In addition, the diagnostic performance of plasma methylation analysis, which effectively distinguished BC patients with significantly different stages, was validated in an independent test cohort, including 49 malignant and 55 healthy controls. We showed that 26 marker tests identified 43 of 49 participants with BC, with a sensitivity of 87.76% (95% CI: 77.55–95.92%), and a specificity of 92.73% (95% CI: 84.91–98.11%). The sensitivity of detection in patients with stage 0–III BC were 66.67% (2/3), 87.50% (14/16), 88% (22/25) and 100% (5/5), respectively, with an AUROC of 0.9449 (95% CI: 90.07–98.91%) and AUPRC of 0.8640 (95% CI: 82.82–89.98%). Our results indicated that methylation analysis was superior to other currently reported cfDNA methylation markers for BC diagnosis and classical mammography tests. The diagnostic model described here provides a non-invasive, effective screening tool with likely good compliance for the early detection of BC.

Although several studies have elucidated the molecular subtypes of BC associated with gene expression patterns and specific methylation profiles25,26, our results did not find a direct correlation between methylation patterns and subtypes or histological grades. We found that tumour size, lymph node status, stage and subtype were associated with cfDNA hypermethylation (Supplementary Table 2). Tumour size and lymph node status are the main components of the TNM stage and are associated with methylation profiles27. Therefore, it is not surprising that methylation levels increase with stage progression. These results suggest that cfDNA methylation levels are a good indicator of tumour burden, which provides an excellent venue to non-invasively monitor tumour size, lymph node status and stage and a dynamic, series measurement to assess the overall prognosis. In BC, there is an epigenome-wide hypomethylation level of blood DNA28, and our results showed that the hypomethylation of cg23035715 and cg15321298 was significantly associated with PR status (P = 0.026, supplementary Table 2). Although the mechanism by which cg23035715 and cg15321298 hypomethylation affects PR status remains unclear, we suggest that hypomethylation might represent the effect of endocrine therapy as a surrogate marker.

Our study has several limitations. The study included possible bias due to the limited number of patients enrolled, which might hamper the statistical power.
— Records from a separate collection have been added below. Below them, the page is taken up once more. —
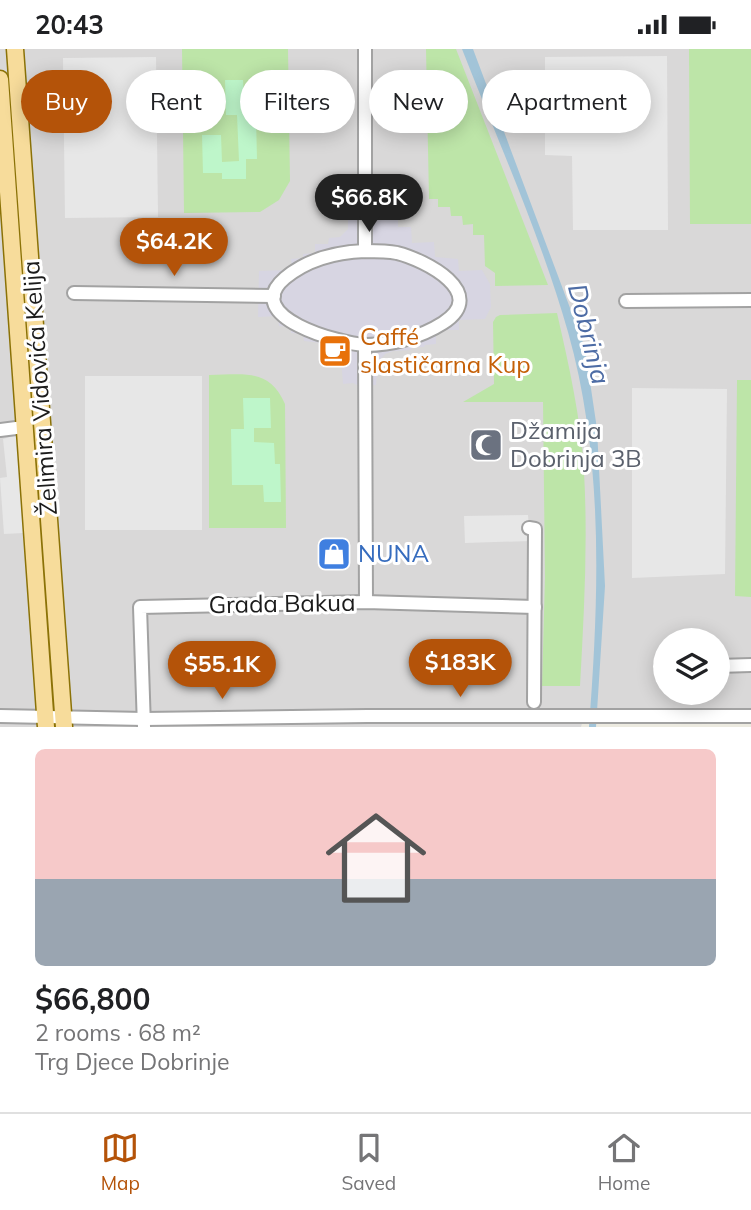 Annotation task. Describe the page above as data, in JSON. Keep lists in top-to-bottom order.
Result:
{
  "streets": {
    "main road": ["Želimira Vidovića Kelija"],
    "street": ["Grada Bakua"]
  },
  "water": ["Dobrinja"],
  "places": {
    "cafe": ["Caffé slastičarna Kup"],
    "mosque": ["Džamija Dobrinja 3B"],
    "shop": ["NUNA"]
  },
  "page": {
    "status": "20:43",
    "chip": [
      "Buy",
      "Rent",
      "Filters",
      "New",
      "Apartment"
    ],
    "price": [
      "$66.8K",
      "$64.2K",
      "$183K",
      "$55.1K"
    ],
    "list": [
      {
        "name": "$66,800",
        "note": "2 rooms · 68 m² · Trg Djece Dobrinje"
      }
    ],
    "tabs": ["Map", "Saved", "Home"]
  }
}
In addition, our training and validation cohorts included heterogeneous populations, including a limited age range of 40–60 years, various histology types and stages from 0 to III. Although we constructed a 4-marker model with similar diagnostic power, compared to the 26-marker model, which is a powerful model for BC screening, we need another screening cohort with a large sample size to determine the clinical utility of early detection in BC.

In summary, we developed a diagnostic model based on cfDNA methylation patterns, which serves as a reliable approach for the early diagnosis of BC. The simplified four-marker model holds great clinical potential for early BC diagnosis and screening.

Methods

Patients and sample collection

Participants included 204 female patients 37–76 years old, with an average age of 51 years and with histologically confirmed BC. Among these patients, 108 were in the training group, 47 were in the validation group, and 49 were in an independent testing dataset. A total of 129 healthy adult volunteers without BC participated in the study. Among these volunteers, 52 were in the training group, 22 were in the validation group, and 55 were in the independent testing group. The age distribution of these healthy donors was 40–60 years, with an average age of 49 years. Ten millilitres of blood was drawn 1–3 days prior to surgery and stored in Cell-Free DNA BCT® blood collection tubes (Streck BCTs, Streck, Omaha NE. Cat# 218962) at room temperature. When the samples arrived at the laboratory, we centrifuged the tubes at 1,600×g for 10 min, removed the upper plasma layer and transferred it to a new conical tube, and then centrifuged the plasma at 16,000×g for 10 min. Plasma samples were collected and stored at −80 °C. Enrolled samples included 40 paired tissue-plasma samples that were used to evaluate the methylation concordance between tissue and plasma within the same individual.

All plasma and tissue samples were obtained from the Department of Breast Surgery, Harbin Medical University Cancer Hospital.

Data pre-processing and marker selection

CpG sites with differential methylation levels between tumour and normal tissues in TCGA data were specifically selected as BC panel targets. A total of 3288 CpG sites were selected. Probe sequences for targeted CpG sites were selected from the Infinium HM450 array (Illumina, San Diego, CA). Enrichment probes were designed based on the Infinium Human Methylation 450 Bead Chip as 60 mer liquid hybridisation probes that could capture both the methylated and unmethylated forms of bisulfite-converted DNA after amplification. Probes were individually synthesised and 5′-biotinylated at TWIST BIOSCIENCE.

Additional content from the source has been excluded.